Copy every entry below verbatim, except for images.

◆ **DATA IN THIS EXERCISE**
----------
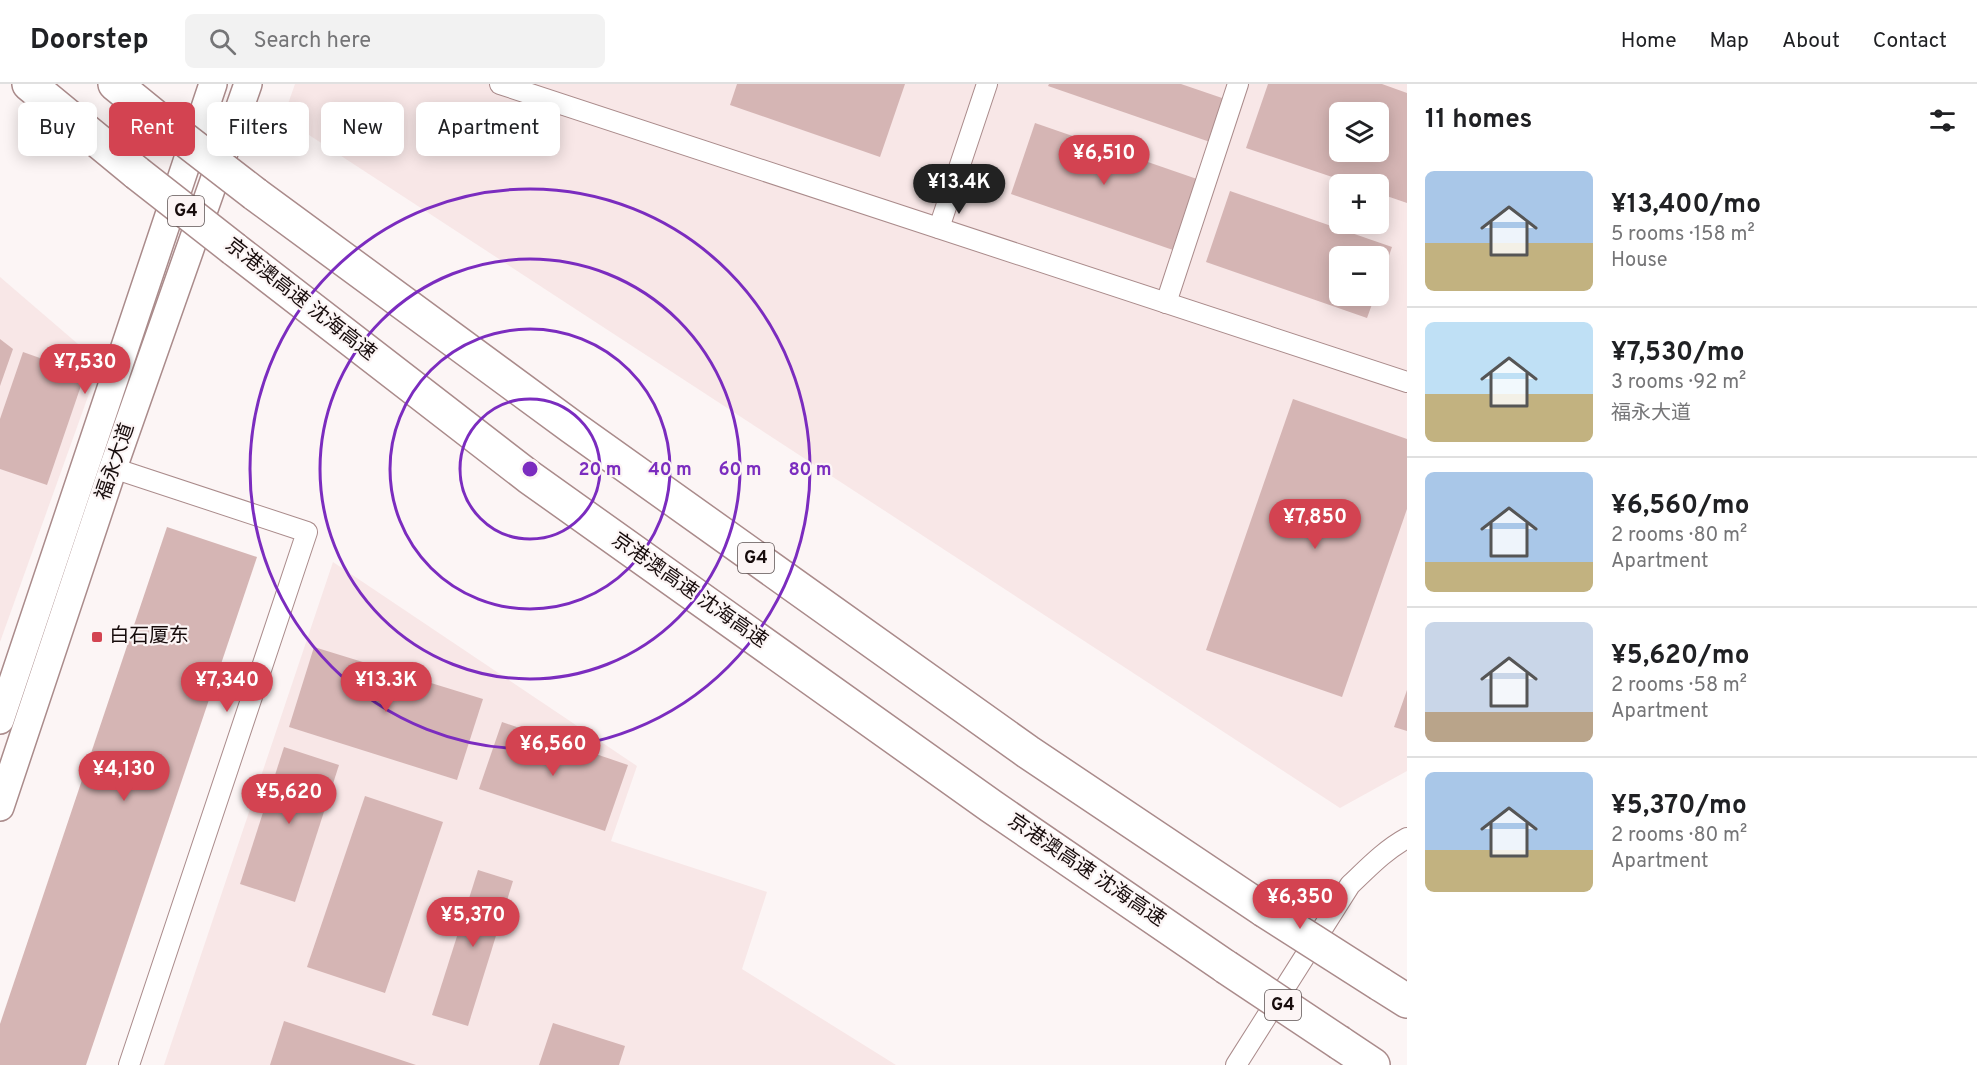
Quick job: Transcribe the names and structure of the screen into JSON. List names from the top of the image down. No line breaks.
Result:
{"streets":{"highway":["G4","京港澳高速 沈海高速"],"main road":["福永大道"]},"places":{"transit":["白石厦东"]},"page":{"header":"Doorstep","search":"Search here","nav":["Home","Map","About","Contact"],"heading":"11 homes","map_buttons":["+","−"],"chip":["Buy","Rent","Filters","New","Apartment"],"price":["¥6,510","¥13.4K","¥7,530","¥7,850","¥7,340","¥13.3K","¥6,560","¥4,130","¥5,620","¥6,350","¥5,370"],"list":[{"name":"¥13,400/mo","note":"5 rooms · 158 m² · House"},{"name":"¥7,530/mo","note":"3 rooms · 92 m² · 福永大道"},{"name":"¥6,560/mo","note":"2 rooms · 80 m² · Apartment"},{"name":"¥5,620/mo","note":"2 rooms · 58 m² · Apartment"},{"name":"¥5,370/mo","note":"2 rooms · 80 m² · Apartment"}]},"rings":["20 m","40 m","60 m","80 m"]}
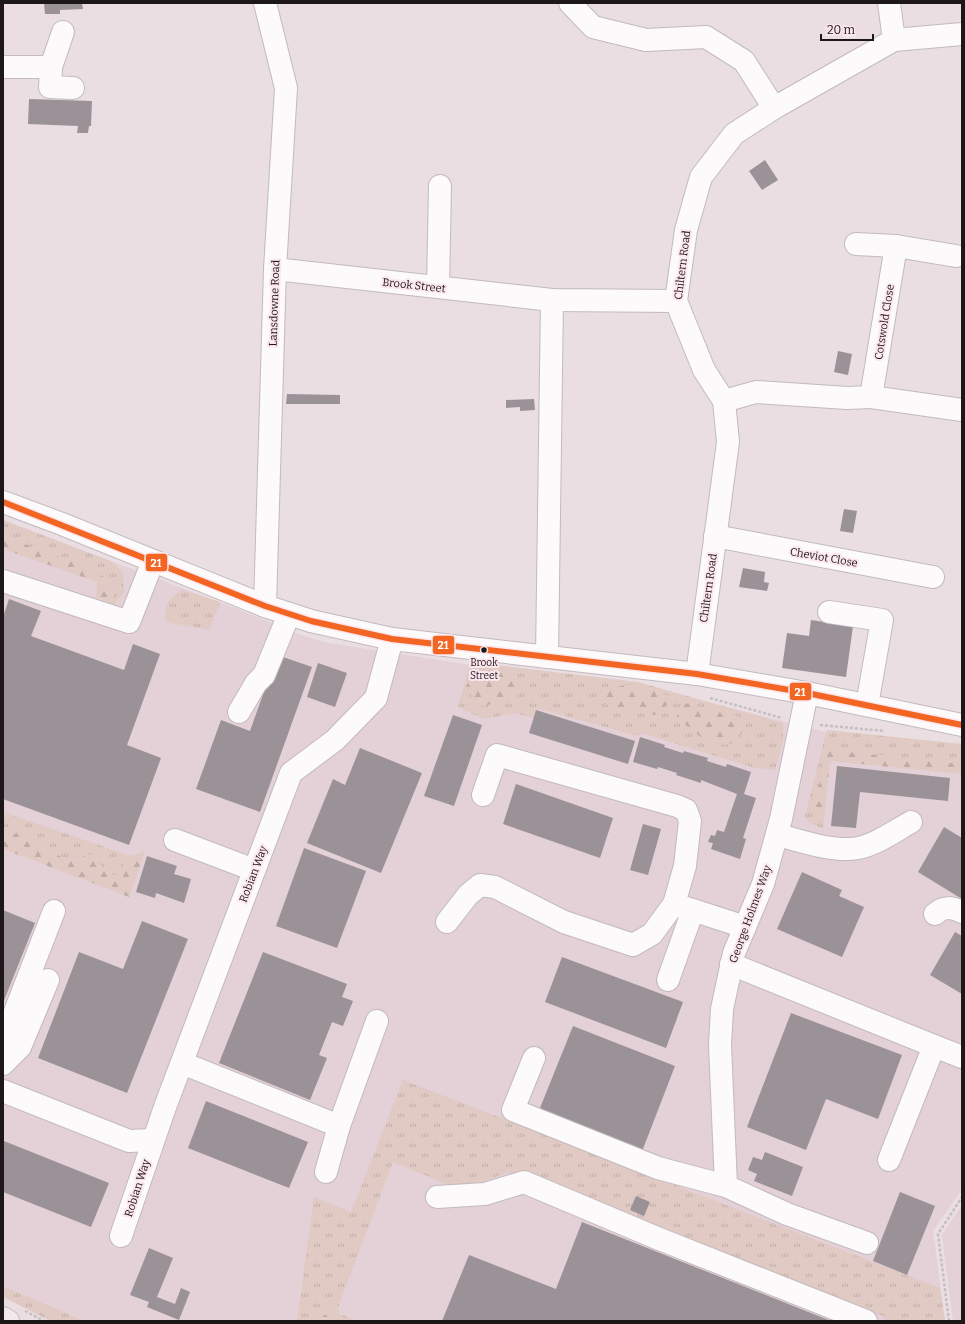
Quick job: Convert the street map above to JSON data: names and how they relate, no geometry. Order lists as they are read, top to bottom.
{
  "streets": {
    "street": [
      "Chiltern Road",
      "Brook Street",
      "Lansdowne Road",
      "Cotswold Close",
      "Cheviot Close",
      "Robian Way",
      "George Holmes Way"
    ]
  },
  "crossings": [
    ["Chiltern Road", "Brook Street"],
    ["Chiltern Road", "Cheviot Close"],
    ["Brook Street", "Lansdowne Road"]
  ],
  "places": ["Brook Street"],
  "lines": ["transit line 21"],
  "scale_bar": "20 m"
}
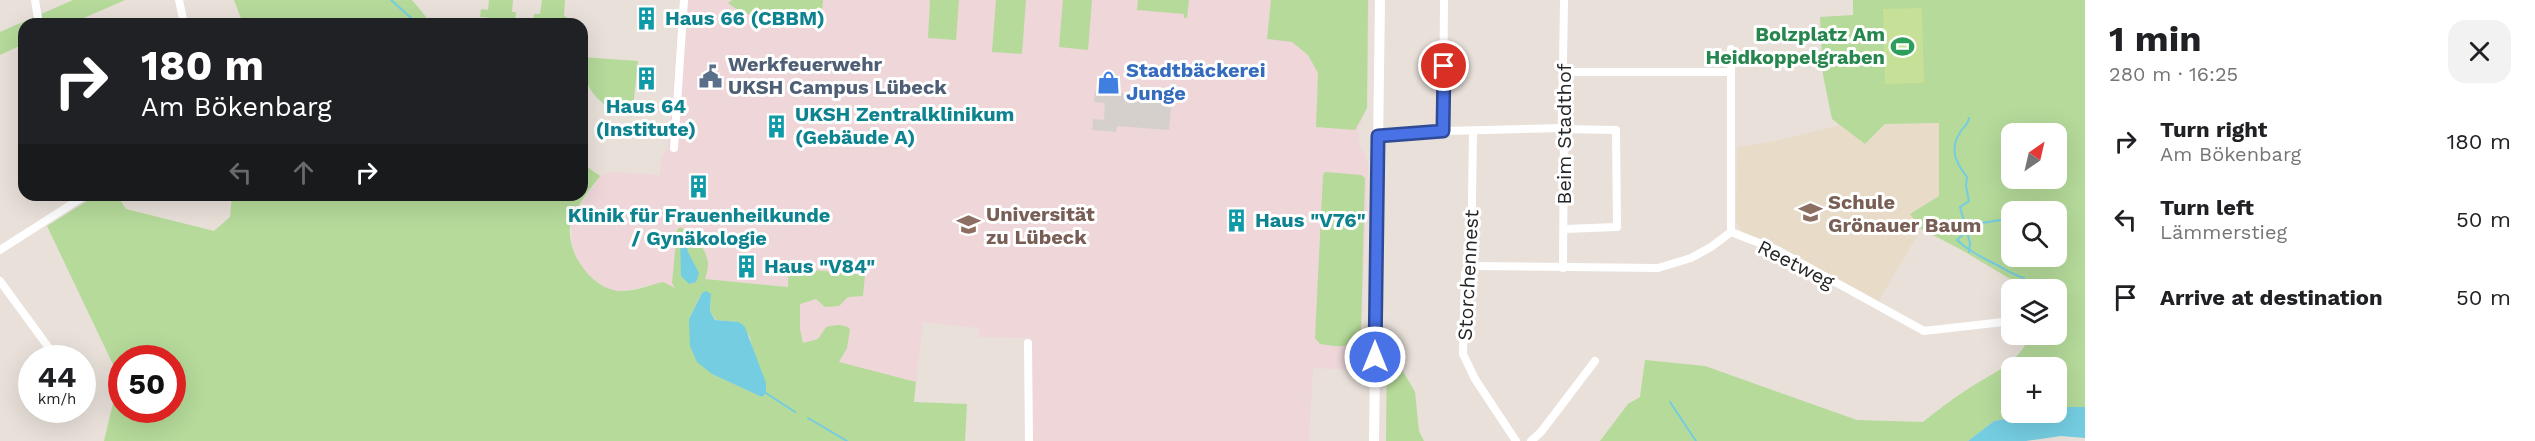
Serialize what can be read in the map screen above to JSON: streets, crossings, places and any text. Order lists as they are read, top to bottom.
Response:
{
  "streets": {
    "street": ["Beim Stadthof", "Reetweg", "Storchennest"]
  },
  "places": {
    "building": [
      "Haus 66 (CBBM)",
      "Haus 64 (Institute)",
      "UKSH Zentralklinikum (Gebäude A)",
      "Klinik für Frauenheilkunde / Gynäkologie",
      "Haus \"V76\"",
      "Haus \"V84\""
    ],
    "sports": ["Bolzplatz Am Heidkoppelgraben"],
    "public building": ["Werkfeuerwehr UKSH Campus Lübeck"],
    "shop": ["Stadtbäckerei Junge"],
    "school or university": ["Schule Grönauer Baum", "Universität zu Lübeck"]
  },
  "north": "top right",
  "page": {
    "heading": ["1 min", "280 m · 16:25"],
    "turn": ["180 m", "Am Bökenbarg"],
    "list": [
      {
        "name": "Turn right",
        "note": "Am Bökenbarg",
        "value": "180 m"
      },
      {
        "name": "Turn left",
        "note": "Lämmerstieg",
        "value": "50 m"
      },
      {
        "name": "Arrive at destination",
        "value": "50 m"
      }
    ],
    "map_buttons": "+",
    "speed": "44 km/h",
    "limit": "50"
  }
}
----------
◆ **ANSWER TO THIS EXERCISE**
Quick job: Transcribe the names and structure of the screen into JSON. List names from the top of the image down. No line breaks.
Result:
{"streets":{"highway":["G4","京港澳高速 沈海高速"],"main road":["福永大道"]},"places":{"transit":["白石厦东"]},"page":{"header":"Doorstep","search":"Search here","nav":["Home","Map","About","Contact"],"heading":"11 homes","map_buttons":["+","−"],"chip":["Buy","Rent","Filters","New","Apartment"],"price":["¥6,510","¥13.4K","¥7,530","¥7,850","¥7,340","¥13.3K","¥6,560","¥4,130","¥5,620","¥6,350","¥5,370"],"list":[{"name":"¥13,400/mo","note":"5 rooms · 158 m² · House"},{"name":"¥7,530/mo","note":"3 rooms · 92 m² · 福永大道"},{"name":"¥6,560/mo","note":"2 rooms · 80 m² · Apartment"},{"name":"¥5,620/mo","note":"2 rooms · 58 m² · Apartment"},{"name":"¥5,370/mo","note":"2 rooms · 80 m² · Apartment"}]},"rings":["20 m","40 m","60 m","80 m"]}
Quick job: Convert the street map above to JSON data: names and how they relate, no geometry. Order lists as they are read, top to bottom.
{
  "streets": {
    "street": [
      "Chiltern Road",
      "Brook Street",
      "Lansdowne Road",
      "Cotswold Close",
      "Cheviot Close",
      "Robian Way",
      "George Holmes Way"
    ]
  },
  "crossings": [
    ["Chiltern Road", "Brook Street"],
    ["Chiltern Road", "Cheviot Close"],
    ["Brook Street", "Lansdowne Road"]
  ],
  "places": ["Brook Street"],
  "lines": ["transit line 21"],
  "scale_bar": "20 m"
}
Serialize what can be read in the map screen above to JSON: streets, crossings, places and any text. Order lists as they are read, top to bottom.
Response:
{
  "streets": {
    "street": ["Beim Stadthof", "Reetweg", "Storchennest"]
  },
  "places": {
    "building": [
      "Haus 66 (CBBM)",
      "Haus 64 (Institute)",
      "UKSH Zentralklinikum (Gebäude A)",
      "Klinik für Frauenheilkunde / Gynäkologie",
      "Haus \"V76\"",
      "Haus \"V84\""
    ],
    "sports": ["Bolzplatz Am Heidkoppelgraben"],
    "public building": ["Werkfeuerwehr UKSH Campus Lübeck"],
    "shop": ["Stadtbäckerei Junge"],
    "school or university": ["Schule Grönauer Baum", "Universität zu Lübeck"]
  },
  "north": "top right",
  "page": {
    "heading": ["1 min", "280 m · 16:25"],
    "turn": ["180 m", "Am Bökenbarg"],
    "list": [
      {
        "name": "Turn right",
        "note": "Am Bökenbarg",
        "value": "180 m"
      },
      {
        "name": "Turn left",
        "note": "Lämmerstieg",
        "value": "50 m"
      },
      {
        "name": "Arrive at destination",
        "value": "50 m"
      }
    ],
    "map_buttons": "+",
    "speed": "44 km/h",
    "limit": "50"
  }
}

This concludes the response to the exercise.